*EXCERPTED DATA*.

------------------------------------

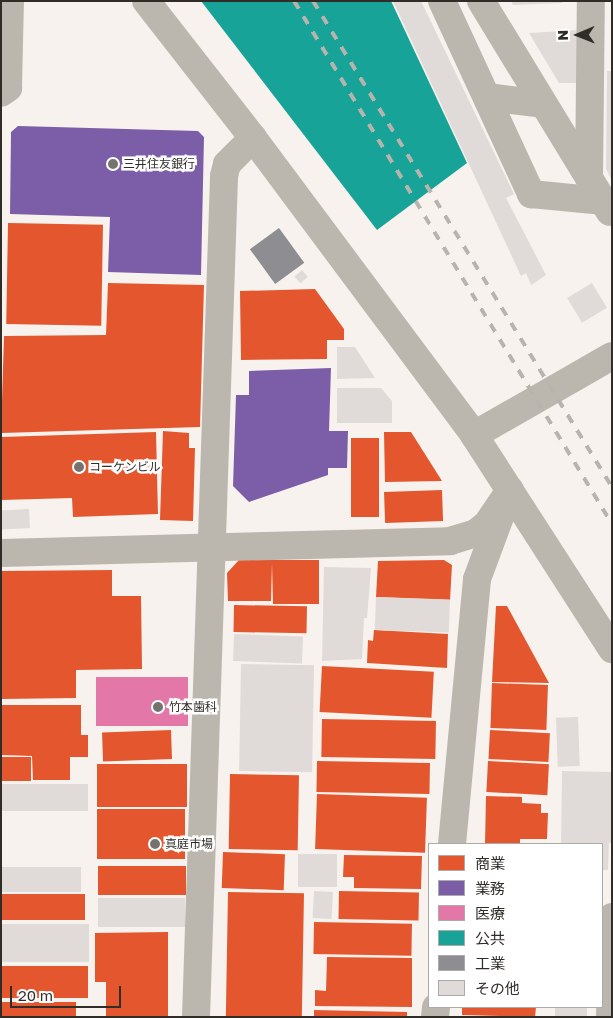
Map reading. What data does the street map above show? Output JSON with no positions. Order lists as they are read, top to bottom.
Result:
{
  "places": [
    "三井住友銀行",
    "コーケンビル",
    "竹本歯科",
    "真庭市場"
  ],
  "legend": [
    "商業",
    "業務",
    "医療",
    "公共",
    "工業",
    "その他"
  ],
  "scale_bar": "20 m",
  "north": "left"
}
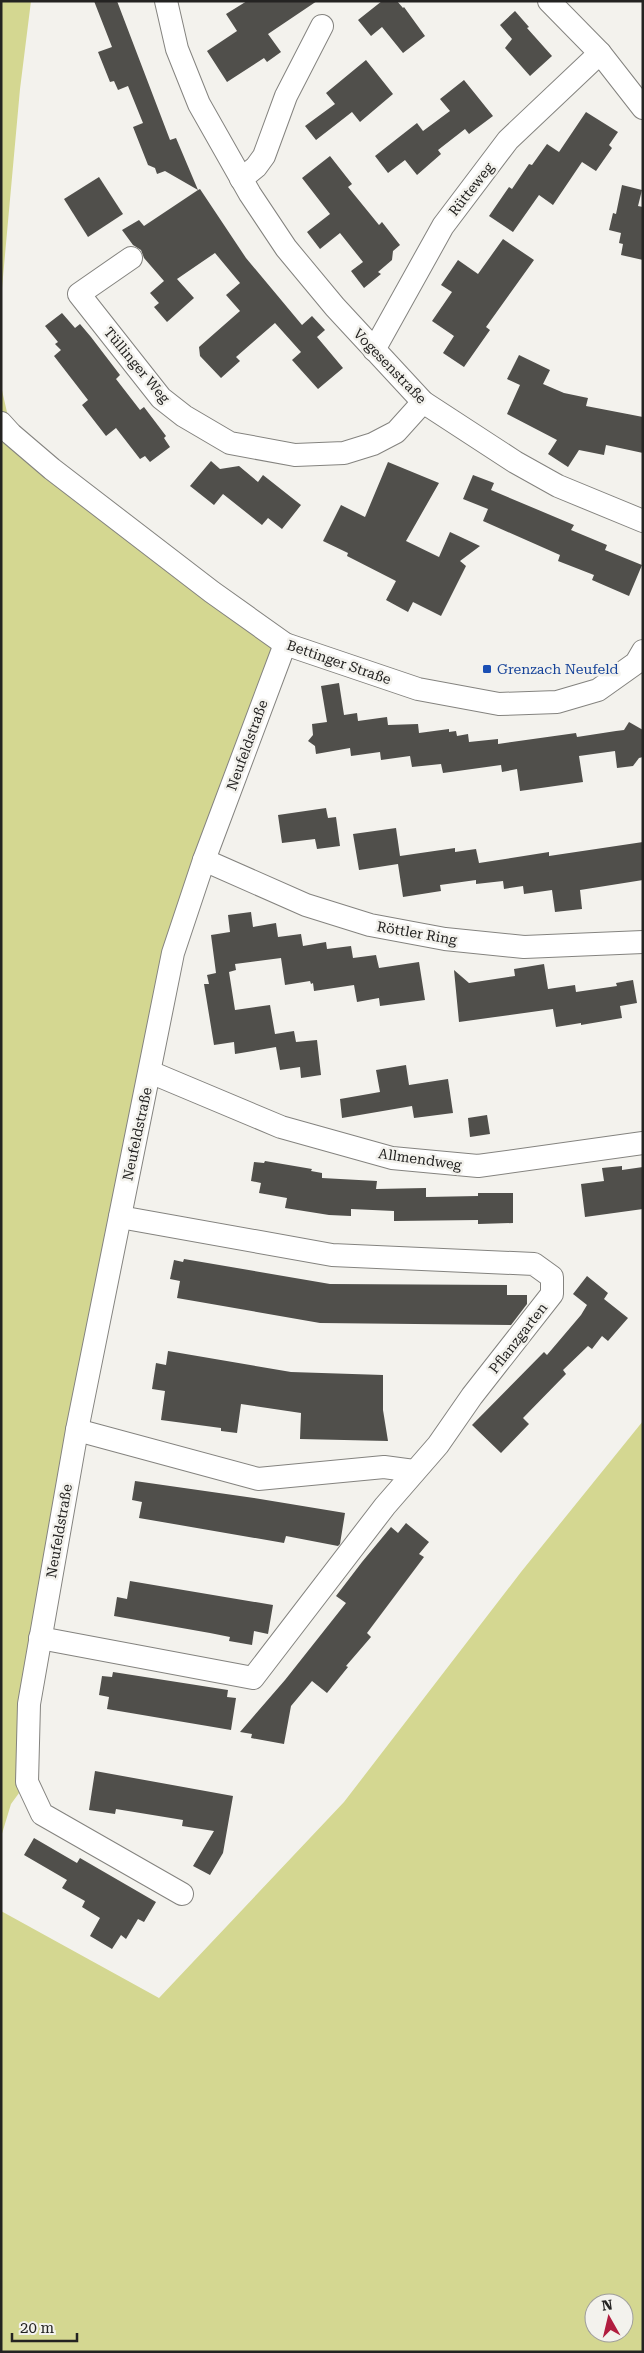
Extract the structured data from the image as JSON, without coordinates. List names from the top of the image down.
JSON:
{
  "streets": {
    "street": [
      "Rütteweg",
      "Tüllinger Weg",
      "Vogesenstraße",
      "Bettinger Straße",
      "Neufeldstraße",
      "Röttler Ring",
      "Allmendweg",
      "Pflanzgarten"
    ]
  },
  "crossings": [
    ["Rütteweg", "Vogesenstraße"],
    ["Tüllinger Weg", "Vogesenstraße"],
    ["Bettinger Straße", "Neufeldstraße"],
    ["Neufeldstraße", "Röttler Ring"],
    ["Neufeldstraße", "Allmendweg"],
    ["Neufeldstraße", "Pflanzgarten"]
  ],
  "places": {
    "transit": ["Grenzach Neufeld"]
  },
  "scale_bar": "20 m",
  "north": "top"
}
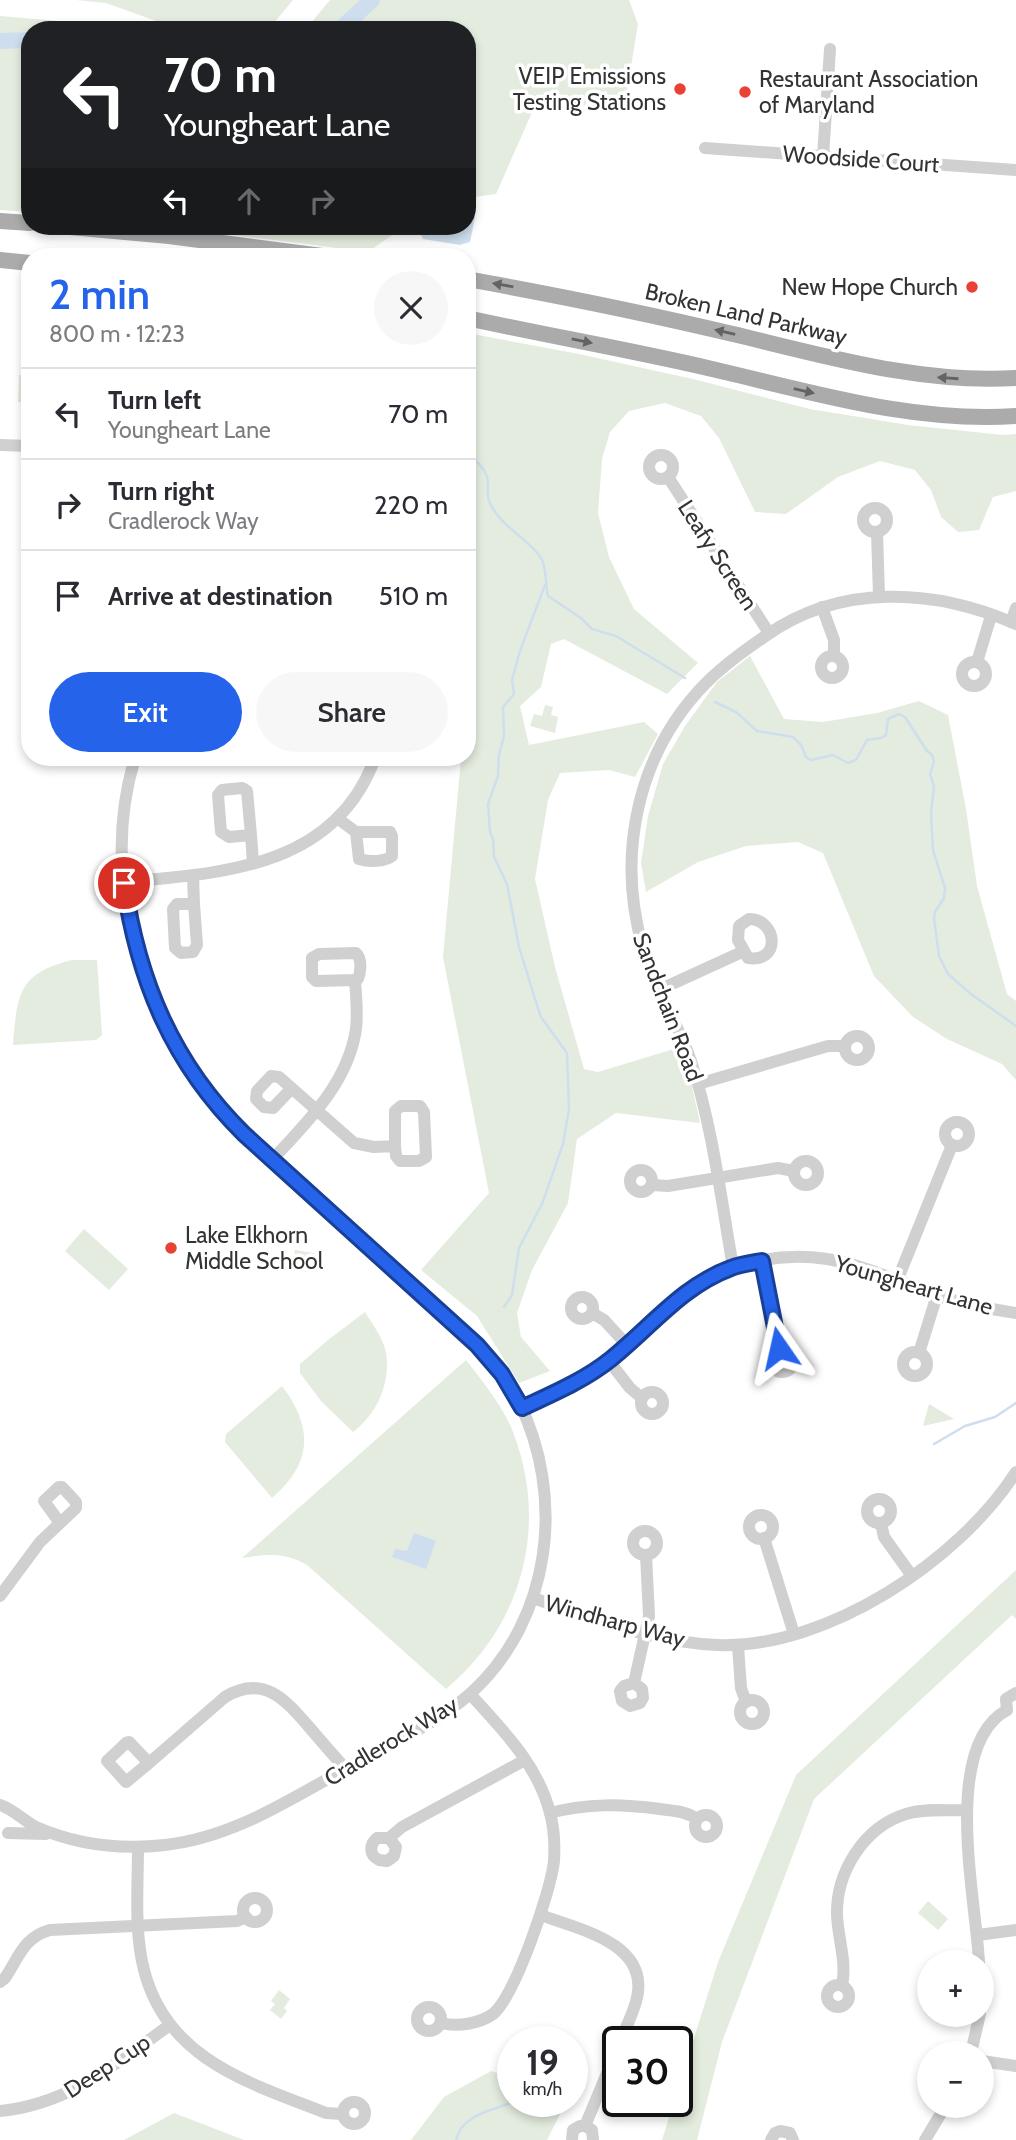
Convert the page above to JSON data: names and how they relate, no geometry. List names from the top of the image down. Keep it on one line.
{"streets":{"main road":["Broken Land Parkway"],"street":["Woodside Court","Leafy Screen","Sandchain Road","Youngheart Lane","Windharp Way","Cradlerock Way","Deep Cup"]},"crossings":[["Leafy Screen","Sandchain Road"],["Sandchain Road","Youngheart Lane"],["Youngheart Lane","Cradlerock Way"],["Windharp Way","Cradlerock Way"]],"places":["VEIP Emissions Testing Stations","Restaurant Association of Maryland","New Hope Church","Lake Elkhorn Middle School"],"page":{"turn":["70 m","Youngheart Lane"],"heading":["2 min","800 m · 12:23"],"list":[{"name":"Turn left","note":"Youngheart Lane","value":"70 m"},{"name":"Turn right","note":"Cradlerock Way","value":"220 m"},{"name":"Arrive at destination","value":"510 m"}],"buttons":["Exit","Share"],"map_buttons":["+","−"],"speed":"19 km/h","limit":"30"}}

------------------------------------

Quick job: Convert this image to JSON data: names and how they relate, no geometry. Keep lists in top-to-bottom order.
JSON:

------------------------------------

*EXERCISE DIRECTIONS*.
Copy exactly the part of the material above that opens with the line containing "Map reading. What" and closes with the line containing "Extract the structured", ends included. Drop the images.

*WRITTEN ANSWER*.
Map reading. What data does the street map above show? Output JSON with no positions. Order lists as they are read, top to bottom.
Result:
{
  "places": [
    "三井住友銀行",
    "コーケンビル",
    "竹本歯科",
    "真庭市場"
  ],
  "legend": [
    "商業",
    "業務",
    "医療",
    "公共",
    "工業",
    "その他"
  ],
  "scale_bar": "20 m",
  "north": "left"
}
Extract the structured data from the image as JSON, without coordinates. List names from the top of the image down.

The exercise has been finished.